In 1886 the city of Atlanta introduced prohibition, which, among other things, forbade the sale of wine. Pemberton decided to make another version of his popular drink. He dropped the reference to wine in the name of the beverage, substituted sugar syrup for the wine, and coined the name “Coca-Cola” to identify his formula. Henceforth, he would call Coca-Cola the ideal temperance drink, both on the label and in advertising.
Realizing that he needed financial backing to market this nonalcoholic version of French Wine Coca on a large scale, Pemberton formed a company for that purpose. He put his son Charles in charge of manufacturing Coca-Cola, and after prohibition ended in 1887, he again produced French Wine Coca. He announced that he would retire from active practice, sell his drugstores in Atlanta and elsewhere in the state, and devote all his time to promoting his beverages.
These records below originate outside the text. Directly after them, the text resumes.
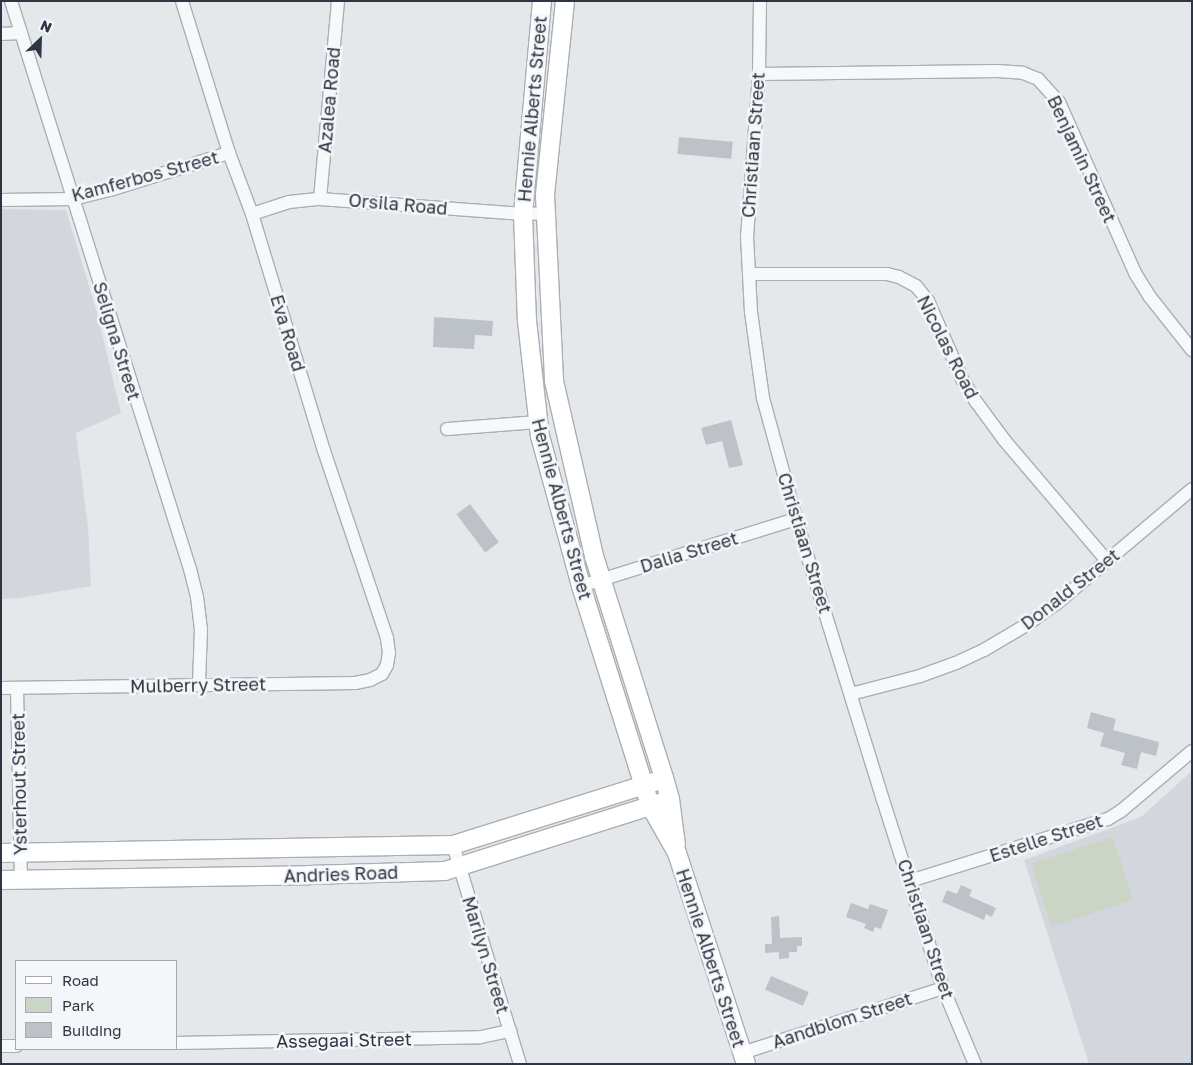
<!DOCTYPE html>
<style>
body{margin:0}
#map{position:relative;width:1193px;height:1065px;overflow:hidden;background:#e4e8eb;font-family:"Golos Text",sans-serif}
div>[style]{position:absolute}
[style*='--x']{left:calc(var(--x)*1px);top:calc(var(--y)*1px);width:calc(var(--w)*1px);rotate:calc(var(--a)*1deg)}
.built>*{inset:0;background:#d3d7dd}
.green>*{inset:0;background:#cbd5c6;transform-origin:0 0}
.building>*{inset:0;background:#bcc2c8;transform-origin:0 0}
.roads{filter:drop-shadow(1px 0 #a9afb5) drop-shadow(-1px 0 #a9afb5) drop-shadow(0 1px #a9afb5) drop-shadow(0 -1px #a9afb5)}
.street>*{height:12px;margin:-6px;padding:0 6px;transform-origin:6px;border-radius:6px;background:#f7f8fa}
.secondary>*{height:18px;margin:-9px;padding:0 9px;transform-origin:9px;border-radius:9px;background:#fff}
span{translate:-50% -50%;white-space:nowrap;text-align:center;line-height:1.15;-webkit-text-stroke:5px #f4f6f9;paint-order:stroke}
.street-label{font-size:18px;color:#2d3743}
.frame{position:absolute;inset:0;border:2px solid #2d3743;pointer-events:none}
.legend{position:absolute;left:15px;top:960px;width:162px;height:90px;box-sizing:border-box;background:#f4f6f9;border:1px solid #a4aab0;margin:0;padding:6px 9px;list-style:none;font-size:15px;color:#2d3743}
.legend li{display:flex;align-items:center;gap:10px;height:25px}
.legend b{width:25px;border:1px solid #a4aab0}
.north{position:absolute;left:15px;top:15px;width:50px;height:50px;-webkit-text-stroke:4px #f4f6f9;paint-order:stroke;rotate:24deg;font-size:14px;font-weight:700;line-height:20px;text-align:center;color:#2d3743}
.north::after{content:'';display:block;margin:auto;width:18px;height:22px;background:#2d3743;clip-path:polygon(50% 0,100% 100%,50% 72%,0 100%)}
</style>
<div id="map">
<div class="built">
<div style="clip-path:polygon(1px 209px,66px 210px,97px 313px,121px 413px,76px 433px,88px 527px,91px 586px,19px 598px,1px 599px)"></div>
<div style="clip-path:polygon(1192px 771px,1192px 1064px,1089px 1064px,1024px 860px,1141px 817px)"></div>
</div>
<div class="green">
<div style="left:1113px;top:837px;width:66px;height:86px;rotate:72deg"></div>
</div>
<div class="building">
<div style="left:679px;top:137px;width:54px;height:17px;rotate:5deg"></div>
<div style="clip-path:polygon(434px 317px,493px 321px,492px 336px,475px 335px,474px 349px,433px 347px)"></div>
<div style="clip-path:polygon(731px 420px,743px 465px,729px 468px,722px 441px,706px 445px,701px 428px)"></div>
<div style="left:470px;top:504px;width:48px;height:17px;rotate:53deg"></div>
<div style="clip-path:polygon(1091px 712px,1116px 719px,1113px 730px,1159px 742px,1156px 756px,1141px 752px,1137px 769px,1121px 765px,1125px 753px,1100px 746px,1104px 733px,1087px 728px)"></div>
<div style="clip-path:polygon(961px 885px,972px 890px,969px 896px,996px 908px,992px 917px,986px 914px,984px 920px,942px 902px,947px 890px,957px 894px)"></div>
<div style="clip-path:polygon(851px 903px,868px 909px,870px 904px,888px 910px,881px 929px,875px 927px,873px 932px,864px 928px,866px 924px,846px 917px)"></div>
<div style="clip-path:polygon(779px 916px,780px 938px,802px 937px,802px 946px,797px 946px,797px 952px,789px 952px,789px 958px,779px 959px,779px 952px,765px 953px,765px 944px,772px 944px,771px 917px)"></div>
<div style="left:771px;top:976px;width:41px;height:15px;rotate:23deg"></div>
</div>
<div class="roads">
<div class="street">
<div style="--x:11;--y:1;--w:596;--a:72.51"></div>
<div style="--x:190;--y:569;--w:29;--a:76"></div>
<div style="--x:197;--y:597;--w:32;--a:83"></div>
<div style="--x:201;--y:629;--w:55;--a:92.1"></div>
<div style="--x:760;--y:1;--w:73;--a:90.8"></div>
<div style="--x:759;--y:74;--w:162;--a:94.2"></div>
<div style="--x:747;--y:236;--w:76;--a:87"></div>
<div style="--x:751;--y:312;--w:87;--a:82.1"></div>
<div style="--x:763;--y:398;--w:125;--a:74.7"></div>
<div style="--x:796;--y:519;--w:294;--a:72.8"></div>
<div style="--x:883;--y:800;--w:197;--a:72.3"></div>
<div style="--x:943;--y:988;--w:82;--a:67.2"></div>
<div style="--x:1;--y:34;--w:20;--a:-3"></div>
<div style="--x:759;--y:74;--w:238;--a:-0.7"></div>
<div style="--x:997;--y:71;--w:26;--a:4"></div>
<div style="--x:1023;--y:73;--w:16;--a:22"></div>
<div style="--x:1038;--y:79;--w:31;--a:48"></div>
<div style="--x:1059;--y:102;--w:187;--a:66"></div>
<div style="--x:1135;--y:273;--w:28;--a:58"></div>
<div style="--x:1150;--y:297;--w:68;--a:51.6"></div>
<div style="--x:320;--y:199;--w:199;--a:-84.8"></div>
<div style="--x:1;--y:200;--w:72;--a:-0.8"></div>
<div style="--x:73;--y:199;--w:38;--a:-14"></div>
<div style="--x:110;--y:190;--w:125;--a:-17.3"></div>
<div style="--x:252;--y:214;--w:39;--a:-18"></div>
<div style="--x:289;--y:202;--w:31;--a:-6"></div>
<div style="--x:320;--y:199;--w:204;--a:4.2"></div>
<div style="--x:523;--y:214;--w:23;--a:-2"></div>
<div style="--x:749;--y:274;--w:138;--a:0"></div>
<div style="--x:887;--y:274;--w:12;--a:14"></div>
<div style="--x:899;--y:277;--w:19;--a:28"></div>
<div style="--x:916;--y:286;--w:19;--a:51"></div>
<div style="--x:928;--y:301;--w:87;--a:66.4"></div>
<div style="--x:963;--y:381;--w:26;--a:58"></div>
<div style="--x:977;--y:403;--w:47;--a:53.6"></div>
<div style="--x:1005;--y:441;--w:157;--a:49.6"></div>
<div style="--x:447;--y:429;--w:91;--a:-4.4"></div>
<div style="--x:581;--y:586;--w:225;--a:-17.3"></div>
<div style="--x:1;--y:688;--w:354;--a:-0.8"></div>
<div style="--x:355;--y:683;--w:15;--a:-11"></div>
<div style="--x:370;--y:680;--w:13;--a:-27"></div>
<div style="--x:382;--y:674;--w:10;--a:-61"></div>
<div style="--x:387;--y:665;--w:12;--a:-81"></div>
<div style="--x:389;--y:653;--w:15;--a:-98"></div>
<div style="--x:387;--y:638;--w:197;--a:-108.6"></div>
<div style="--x:324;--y:451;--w:248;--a:-106.9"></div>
<div style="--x:252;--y:214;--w:65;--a:-110.7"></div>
<div style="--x:229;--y:153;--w:159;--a:-107.2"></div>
<div style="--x:17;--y:688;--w:191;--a:88.8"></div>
<div style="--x:851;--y:694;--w:71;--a:-14.6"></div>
<div style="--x:920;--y:676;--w:38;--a:-20"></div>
<div style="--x:956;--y:663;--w:31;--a:-25"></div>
<div style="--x:984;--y:650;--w:51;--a:-30.6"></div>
<div style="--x:1028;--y:624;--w:34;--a:-36"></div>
<div style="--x:1056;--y:604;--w:178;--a:-40.2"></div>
<div style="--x:453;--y:845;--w:229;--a:73"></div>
<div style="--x:910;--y:881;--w:207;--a:-17.4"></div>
<div style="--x:1108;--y:819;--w:15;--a:-32"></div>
<div style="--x:1121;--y:811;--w:93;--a:-40.2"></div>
<div style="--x:176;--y:1043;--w:305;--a:-1.1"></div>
<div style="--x:481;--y:1037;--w:30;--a:-12"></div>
<div style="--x:1;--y:1046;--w:15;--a:0"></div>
<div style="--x:742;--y:1053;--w:211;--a:-17.9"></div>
</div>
<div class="secondary">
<div style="--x:542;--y:1;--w:214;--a:95.1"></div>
<div style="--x:523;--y:214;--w:107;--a:87.9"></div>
<div style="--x:527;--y:321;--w:116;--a:83.6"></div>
<div style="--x:540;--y:436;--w:156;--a:74.7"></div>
<div style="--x:581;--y:586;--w:210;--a:72.5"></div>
<div style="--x:644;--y:786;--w:22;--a:72"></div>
<div style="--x:651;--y:807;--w:53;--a:60.5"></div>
<div style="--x:677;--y:853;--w:222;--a:71.9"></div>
<div style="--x:565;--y:1;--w:195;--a:95.9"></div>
<div style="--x:545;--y:195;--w:186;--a:87.2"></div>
<div style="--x:554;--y:381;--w:180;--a:77.1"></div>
<div style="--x:594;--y:556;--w:233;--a:72.5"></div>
<div style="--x:664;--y:778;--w:22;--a:74"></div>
<div style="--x:670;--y:799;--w:46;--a:82.6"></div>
<div style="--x:1;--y:853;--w:452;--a:-1"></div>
<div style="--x:453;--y:845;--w:211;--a:-17.4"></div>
<div style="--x:1;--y:880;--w:308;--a:-0.9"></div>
<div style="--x:309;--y:875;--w:136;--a:-1.7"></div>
<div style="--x:445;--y:871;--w:228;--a:-17.6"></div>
</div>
</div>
<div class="street-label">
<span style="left:329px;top:100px;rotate:-85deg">Azalea Road</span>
<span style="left:532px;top:109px;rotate:-85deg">Hennie Alberts Street</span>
<span style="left:753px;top:145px;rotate:-86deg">Christiaan Street</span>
<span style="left:1082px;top:159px;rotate:65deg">Benjamin Street</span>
<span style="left:145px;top:176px;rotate:-15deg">Kamferbos Street</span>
<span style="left:398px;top:204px;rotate:5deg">Orsila Road</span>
<span style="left:288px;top:333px;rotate:73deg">Eva Road</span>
<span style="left:117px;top:341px;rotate:73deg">Seligna Street</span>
<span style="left:948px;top:347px;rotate:63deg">Nicolas Road</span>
<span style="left:562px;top:509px;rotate:75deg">Hennie Alberts Street</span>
<span style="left:805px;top:543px;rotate:73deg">Christiaan Street</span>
<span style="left:689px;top:552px;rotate:-17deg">Dalia Street</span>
<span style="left:1070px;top:589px;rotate:-38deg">Donald Street</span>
<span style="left:198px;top:685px;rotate:-1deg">Mulberry Street</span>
<span style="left:19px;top:784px;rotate:-91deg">Ysterhout Street</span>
<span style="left:1046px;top:838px;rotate:-18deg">Estelle Street</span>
<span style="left:341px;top:874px;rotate:-2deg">Andries Road</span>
<span style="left:926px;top:929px;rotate:72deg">Christiaan Street</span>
<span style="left:486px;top:955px;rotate:73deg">Marilyn Street</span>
<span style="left:711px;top:958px;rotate:72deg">Hennie Alberts Street</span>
<span style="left:842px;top:1020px;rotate:-18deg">Aandblom Street</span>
<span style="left:344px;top:1040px;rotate:-1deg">Assegaai Street</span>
</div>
<div class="frame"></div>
<ul class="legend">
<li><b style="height:6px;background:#fff"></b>Road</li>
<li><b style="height:14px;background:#cbd5c6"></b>Park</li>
<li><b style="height:14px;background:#bcc2c8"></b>Building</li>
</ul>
<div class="north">N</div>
</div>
Meanwhile, a group of businessmen responded to Pemberton’s appeal to finance the new Coca-Cola Company. He was to receive a royalty of five cents for each gallon of Coca-Cola sold.
It was Pemberton’s practice to organize a business as a copartnership and then convert it into a corporation. In March 1888, after being in business for eight months as a copartner, he filed the petition for incorporation of the first Coca-Cola Company in the Fulton County Superior Court. Five months later, on August 16, 1888, he died at his home in Atlanta.
On the day of Pemberton’s funeral, Atlanta druggists closed their stores and attended the services en masse as a tribute of respect. On that day, not one drop of Coca-Cola was dispensed in the entire city. At sunup the following day, a special train carried his body to Columbus, where a large group of friends, relatives, and admirers laid him to rest. The Atlanta newspapers called him “the oldest druggist of Atlanta and one of her best known citizens.”